The shared projection room was located at the back of each auditoria and was accessible from both cinemas.

== Description of New Farm Cinemas (2014–) ==
The refurbished Purple Room of the Village Twin Cinema is the flagship cinema of the New Farm Cinema complex but with contemporary seating which only accommodates 224 people compared to the Village Twin's capacity of 352. The Purple Room reopened on 1 August 2014. The new Bronze Room was created on the site of the Village Twin's candybar, accommodating 79 people. The Bronze Room opened on 1 August 2014.

An entirely new Blue Room for 96 people was opened in December 2014, along with three other cinemas: the Red Room (124 people) and two Gold Class cinemas (45 and 40 people).

== Heritage listing ==
The Village Twin Cinemas were listed on the Queensland Heritage Register on 24 March 2000 having satisfied the following criteria.

The place is important in demonstrating the evolution or pattern of Queensland's history.

The complex is significant for its continuous use as a cinema and its association with moving picture exhibition in New Farm since the early 1920s. The cinema is significant as the first twin cinema complex in Queensland (1970), and one of the earliest multi-screen cinemas in Australia.

The place demonstrates rare, uncommon or endangered aspects of Queensland's cultural heritage.

It is a rare surviving and remarkably intact example of its type.

The place has potential to yield information that will contribute to an understanding of Queensland's history.

Being a renovation of an existing picture theatre, the place also has the potential to reveal important information about the earlier structure on the site and thus contribute to our knowledge of 1920s and 1930s picture theatre design in Queensland. In particular the remaining curved timber truss which is unique to Queensland cinema design and the 1920s facade and exterior form of the former Astor, are important.

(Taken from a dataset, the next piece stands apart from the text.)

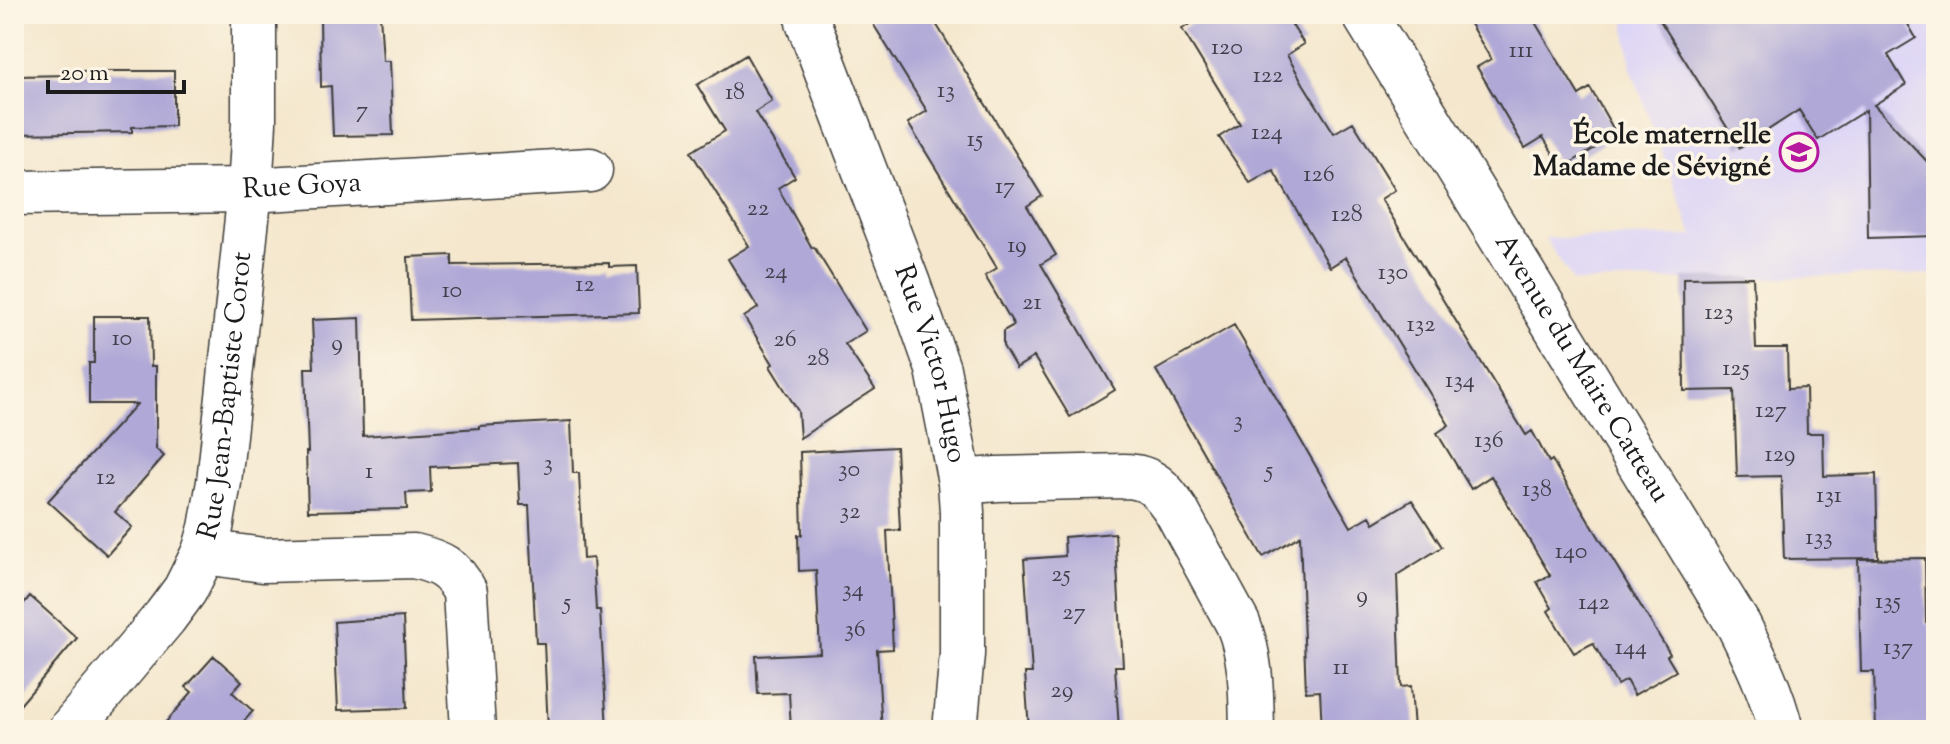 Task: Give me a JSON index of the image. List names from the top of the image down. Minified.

The place is important in demonstrating the principal characteristics of a particular class of cultural places.

The complex is important in demonstrating the principal characteristics of cinema decor, in particular, the distinctiveness of late 1960s/early 1970s design.

The place is important because of its aesthetic significance.

The interior in particular has strong aesthetic value. The highly decorative moulded ceilings of the cinema auditoria, the timber panelling, brick facing, carpeting and fittings in the foyers and the original and surviving internal colour schemes all contribute to the aesthetic and architectural significance of the building. The design exemplifies the sense of escapism and fantasy which is central to the tradition of cinema and theatre design.

The place has a strong or special association with a particular community or cultural group for social, cultural or spiritual reasons.

Located on a slight rise on busy Brunswick Street, the place is a well-known New Farm landmark and a theatre on this site has been the focus of social activity and popular culture in the suburb since the 1920s. It has a special association for Brisbane cinema audiences as an early alternative or art house cinema. As such, the Village Twin is important in demonstrating the evolution and specialisation of cinema audiences.